Para relembrar a história de vida e a vocação deste sacerdote, a equipe da Pastoral da Comunicação selecionou uma entrevista realizada com o monsenhor e publicada no jornal São Salvador no ano de 2007. Confira!
Pastoral da Comunicação (Pascom) – Como o senhor recebeu o chamado para ser padre?

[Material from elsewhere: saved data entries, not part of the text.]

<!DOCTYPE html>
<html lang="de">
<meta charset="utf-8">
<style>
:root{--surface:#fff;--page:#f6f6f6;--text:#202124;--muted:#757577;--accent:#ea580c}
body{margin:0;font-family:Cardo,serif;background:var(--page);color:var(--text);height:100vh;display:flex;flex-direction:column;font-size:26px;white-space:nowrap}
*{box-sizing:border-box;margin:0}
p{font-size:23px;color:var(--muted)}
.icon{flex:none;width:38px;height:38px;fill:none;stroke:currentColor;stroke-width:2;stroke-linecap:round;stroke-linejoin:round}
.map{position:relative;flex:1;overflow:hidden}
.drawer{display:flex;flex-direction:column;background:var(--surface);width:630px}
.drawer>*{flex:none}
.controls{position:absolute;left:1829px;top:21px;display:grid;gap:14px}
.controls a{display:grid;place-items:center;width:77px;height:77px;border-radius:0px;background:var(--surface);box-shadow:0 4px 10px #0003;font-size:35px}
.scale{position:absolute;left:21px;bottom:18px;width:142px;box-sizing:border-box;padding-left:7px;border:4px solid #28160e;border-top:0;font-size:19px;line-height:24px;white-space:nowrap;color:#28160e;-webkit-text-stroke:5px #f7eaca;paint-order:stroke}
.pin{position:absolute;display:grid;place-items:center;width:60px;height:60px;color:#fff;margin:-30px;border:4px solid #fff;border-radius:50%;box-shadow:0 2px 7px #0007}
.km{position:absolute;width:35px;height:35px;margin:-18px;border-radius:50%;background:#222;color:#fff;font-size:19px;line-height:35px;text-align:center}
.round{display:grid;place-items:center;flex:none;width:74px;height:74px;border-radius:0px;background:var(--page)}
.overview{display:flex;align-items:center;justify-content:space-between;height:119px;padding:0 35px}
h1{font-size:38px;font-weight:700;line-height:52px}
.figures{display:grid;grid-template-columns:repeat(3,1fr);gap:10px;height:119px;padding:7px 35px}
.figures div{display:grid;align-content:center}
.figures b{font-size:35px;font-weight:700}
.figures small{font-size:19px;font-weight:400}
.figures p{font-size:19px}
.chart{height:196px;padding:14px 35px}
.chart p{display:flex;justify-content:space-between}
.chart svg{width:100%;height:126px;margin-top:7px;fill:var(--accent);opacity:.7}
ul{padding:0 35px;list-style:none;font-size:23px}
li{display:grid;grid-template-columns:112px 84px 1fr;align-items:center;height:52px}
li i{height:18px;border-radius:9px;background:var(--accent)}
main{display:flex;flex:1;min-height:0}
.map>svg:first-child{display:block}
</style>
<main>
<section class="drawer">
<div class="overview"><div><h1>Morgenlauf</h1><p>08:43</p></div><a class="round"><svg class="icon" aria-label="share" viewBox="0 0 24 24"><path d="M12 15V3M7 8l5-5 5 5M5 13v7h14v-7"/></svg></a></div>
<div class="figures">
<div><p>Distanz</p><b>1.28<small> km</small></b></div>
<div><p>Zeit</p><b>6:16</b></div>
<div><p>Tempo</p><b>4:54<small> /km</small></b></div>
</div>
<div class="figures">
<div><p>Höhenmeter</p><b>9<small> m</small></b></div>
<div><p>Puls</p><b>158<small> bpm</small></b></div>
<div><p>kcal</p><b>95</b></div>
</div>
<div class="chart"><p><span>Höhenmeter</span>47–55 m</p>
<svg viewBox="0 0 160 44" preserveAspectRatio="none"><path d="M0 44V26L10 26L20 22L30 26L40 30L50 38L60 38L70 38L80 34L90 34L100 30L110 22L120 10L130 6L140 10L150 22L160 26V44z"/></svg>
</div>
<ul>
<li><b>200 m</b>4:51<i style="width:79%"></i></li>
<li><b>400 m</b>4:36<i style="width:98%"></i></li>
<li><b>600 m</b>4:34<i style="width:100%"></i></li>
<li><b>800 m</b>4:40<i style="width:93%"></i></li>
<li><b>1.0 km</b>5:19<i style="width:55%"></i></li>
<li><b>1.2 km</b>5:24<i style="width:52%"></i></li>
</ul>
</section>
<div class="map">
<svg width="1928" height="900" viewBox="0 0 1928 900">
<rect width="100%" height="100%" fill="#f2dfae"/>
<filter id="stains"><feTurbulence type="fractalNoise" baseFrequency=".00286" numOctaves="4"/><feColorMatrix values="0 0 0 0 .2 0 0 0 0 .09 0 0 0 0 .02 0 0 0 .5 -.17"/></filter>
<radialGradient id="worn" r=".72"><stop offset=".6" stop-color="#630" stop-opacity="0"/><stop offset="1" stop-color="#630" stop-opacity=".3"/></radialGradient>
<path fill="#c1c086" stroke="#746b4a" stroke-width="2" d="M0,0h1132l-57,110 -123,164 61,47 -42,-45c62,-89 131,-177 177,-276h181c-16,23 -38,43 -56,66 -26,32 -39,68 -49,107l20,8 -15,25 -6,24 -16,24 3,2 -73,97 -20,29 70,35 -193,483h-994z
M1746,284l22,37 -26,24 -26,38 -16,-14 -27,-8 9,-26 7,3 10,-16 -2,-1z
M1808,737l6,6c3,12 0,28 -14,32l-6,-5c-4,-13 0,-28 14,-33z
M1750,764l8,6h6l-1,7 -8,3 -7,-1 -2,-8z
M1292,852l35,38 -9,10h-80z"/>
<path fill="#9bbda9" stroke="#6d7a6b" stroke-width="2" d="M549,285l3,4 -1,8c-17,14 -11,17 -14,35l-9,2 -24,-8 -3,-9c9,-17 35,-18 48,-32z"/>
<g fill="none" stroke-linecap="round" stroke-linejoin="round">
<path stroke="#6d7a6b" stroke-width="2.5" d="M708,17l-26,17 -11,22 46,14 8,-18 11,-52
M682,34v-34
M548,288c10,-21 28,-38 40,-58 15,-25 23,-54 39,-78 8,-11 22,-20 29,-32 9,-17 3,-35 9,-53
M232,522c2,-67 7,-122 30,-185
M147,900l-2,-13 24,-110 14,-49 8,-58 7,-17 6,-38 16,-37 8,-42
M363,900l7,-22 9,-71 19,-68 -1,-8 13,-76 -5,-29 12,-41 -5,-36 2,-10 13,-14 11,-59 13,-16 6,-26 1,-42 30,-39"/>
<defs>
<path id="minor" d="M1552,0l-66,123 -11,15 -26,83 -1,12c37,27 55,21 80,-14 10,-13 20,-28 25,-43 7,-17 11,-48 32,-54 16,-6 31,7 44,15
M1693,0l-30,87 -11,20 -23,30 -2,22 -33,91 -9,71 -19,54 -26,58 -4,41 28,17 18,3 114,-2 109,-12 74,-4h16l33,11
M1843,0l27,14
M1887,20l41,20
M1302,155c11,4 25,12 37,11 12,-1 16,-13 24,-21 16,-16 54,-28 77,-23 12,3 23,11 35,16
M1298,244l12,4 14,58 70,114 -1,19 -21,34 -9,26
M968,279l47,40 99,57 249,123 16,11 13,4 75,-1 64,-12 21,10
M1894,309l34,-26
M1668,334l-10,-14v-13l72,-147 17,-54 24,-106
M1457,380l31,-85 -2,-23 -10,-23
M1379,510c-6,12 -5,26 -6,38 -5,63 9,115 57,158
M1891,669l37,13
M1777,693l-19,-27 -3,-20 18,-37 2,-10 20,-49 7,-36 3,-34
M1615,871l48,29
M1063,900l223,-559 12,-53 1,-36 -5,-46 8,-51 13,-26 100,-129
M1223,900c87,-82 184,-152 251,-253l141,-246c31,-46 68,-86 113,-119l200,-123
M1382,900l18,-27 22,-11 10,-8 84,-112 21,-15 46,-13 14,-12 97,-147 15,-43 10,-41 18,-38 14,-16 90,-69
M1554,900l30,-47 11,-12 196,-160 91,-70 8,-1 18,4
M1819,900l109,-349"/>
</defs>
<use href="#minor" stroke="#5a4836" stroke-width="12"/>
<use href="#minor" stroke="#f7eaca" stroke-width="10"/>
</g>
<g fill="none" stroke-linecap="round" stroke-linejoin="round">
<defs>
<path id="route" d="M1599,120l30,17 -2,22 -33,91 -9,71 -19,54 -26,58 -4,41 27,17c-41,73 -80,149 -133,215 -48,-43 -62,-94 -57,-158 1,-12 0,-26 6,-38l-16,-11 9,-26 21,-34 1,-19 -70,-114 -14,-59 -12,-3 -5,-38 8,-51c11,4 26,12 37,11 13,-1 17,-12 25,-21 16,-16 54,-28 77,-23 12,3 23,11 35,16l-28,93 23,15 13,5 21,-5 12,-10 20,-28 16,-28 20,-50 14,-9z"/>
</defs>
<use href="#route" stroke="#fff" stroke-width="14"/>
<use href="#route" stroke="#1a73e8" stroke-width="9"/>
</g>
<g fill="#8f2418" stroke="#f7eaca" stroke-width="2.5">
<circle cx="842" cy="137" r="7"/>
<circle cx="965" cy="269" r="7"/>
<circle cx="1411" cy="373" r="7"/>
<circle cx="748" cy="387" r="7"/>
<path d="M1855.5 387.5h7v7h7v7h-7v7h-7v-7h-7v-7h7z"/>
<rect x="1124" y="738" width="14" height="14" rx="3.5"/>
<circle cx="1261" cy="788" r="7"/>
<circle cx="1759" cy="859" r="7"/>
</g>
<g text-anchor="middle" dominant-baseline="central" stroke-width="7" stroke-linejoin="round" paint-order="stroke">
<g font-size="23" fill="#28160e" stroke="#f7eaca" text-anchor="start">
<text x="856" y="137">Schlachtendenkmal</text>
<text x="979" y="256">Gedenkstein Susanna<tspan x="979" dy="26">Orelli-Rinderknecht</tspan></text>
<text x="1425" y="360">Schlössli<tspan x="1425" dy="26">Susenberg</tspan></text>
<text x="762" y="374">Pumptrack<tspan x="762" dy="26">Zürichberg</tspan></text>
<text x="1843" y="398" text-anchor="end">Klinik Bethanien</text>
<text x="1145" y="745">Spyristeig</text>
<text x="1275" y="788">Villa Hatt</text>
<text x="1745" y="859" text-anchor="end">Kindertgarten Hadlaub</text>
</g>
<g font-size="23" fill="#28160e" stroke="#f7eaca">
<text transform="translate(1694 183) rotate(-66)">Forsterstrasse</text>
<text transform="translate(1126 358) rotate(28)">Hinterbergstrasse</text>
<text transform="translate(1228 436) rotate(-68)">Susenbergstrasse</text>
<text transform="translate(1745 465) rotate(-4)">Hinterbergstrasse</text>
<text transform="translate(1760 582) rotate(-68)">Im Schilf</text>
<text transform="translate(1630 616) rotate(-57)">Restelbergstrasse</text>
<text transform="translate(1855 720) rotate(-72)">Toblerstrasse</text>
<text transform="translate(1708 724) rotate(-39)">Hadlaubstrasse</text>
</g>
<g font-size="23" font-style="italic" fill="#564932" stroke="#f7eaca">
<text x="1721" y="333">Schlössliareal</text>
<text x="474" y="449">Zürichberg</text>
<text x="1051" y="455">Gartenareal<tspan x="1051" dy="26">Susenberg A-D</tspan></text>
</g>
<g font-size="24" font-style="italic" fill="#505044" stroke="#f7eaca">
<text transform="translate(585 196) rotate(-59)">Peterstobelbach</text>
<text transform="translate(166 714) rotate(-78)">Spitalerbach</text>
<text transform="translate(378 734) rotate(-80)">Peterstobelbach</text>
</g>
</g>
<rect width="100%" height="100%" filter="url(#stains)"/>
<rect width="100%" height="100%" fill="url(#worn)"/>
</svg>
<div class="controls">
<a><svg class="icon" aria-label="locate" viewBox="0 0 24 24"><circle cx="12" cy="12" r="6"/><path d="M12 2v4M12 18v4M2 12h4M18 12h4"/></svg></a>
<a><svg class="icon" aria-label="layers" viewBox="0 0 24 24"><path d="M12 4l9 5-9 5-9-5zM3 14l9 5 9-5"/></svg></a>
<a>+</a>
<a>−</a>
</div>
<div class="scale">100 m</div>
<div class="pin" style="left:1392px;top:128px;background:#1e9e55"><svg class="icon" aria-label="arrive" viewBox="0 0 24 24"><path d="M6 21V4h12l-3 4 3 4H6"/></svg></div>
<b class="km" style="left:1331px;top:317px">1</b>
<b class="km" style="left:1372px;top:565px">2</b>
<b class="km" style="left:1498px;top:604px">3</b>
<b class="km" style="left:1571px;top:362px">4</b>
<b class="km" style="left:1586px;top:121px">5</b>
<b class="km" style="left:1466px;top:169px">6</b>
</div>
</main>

Monsenhor Gaspar Sadoc – Às vezes a gente percebe a vocação direto. Uns ouvindo vozes, outros procurando interpretar fatos. Outras vezes não, a vocação é um processo natural na vida da gente que Deus assume e transforma numa benção espiritual. Eu não tenho assim um fato que possa dizer que me induziu a ser padre. Mas, a maneira de eu entender as coisas quando eu tinha 11 anos e amaneira de me ensinarem as coisas me fizeram notar que alguma coisa havia muito importante para eu fazer, além de ser menino, andar brincando e estudando, alguma coisa a mais eu percebi que tinha pra fazer. Eu não sabia o que era. Com o tempo vi que era ser padre. Então entrei no seminário em 1929, com doze anos, fiquei até 1941, me ordenei, ali no lugar que hoje é o museu de Arte Sacra. Todo o meu curso foi feito lá. Seminário Maior e Menor. Me ordenei em 41 e há 65 anos estou aqui nesta capital vendo a capital ser capital tantas e tantas vezes diferente da que eu encontrei, e com alegria estou servindo há 65 anos como se começasse a servir agora.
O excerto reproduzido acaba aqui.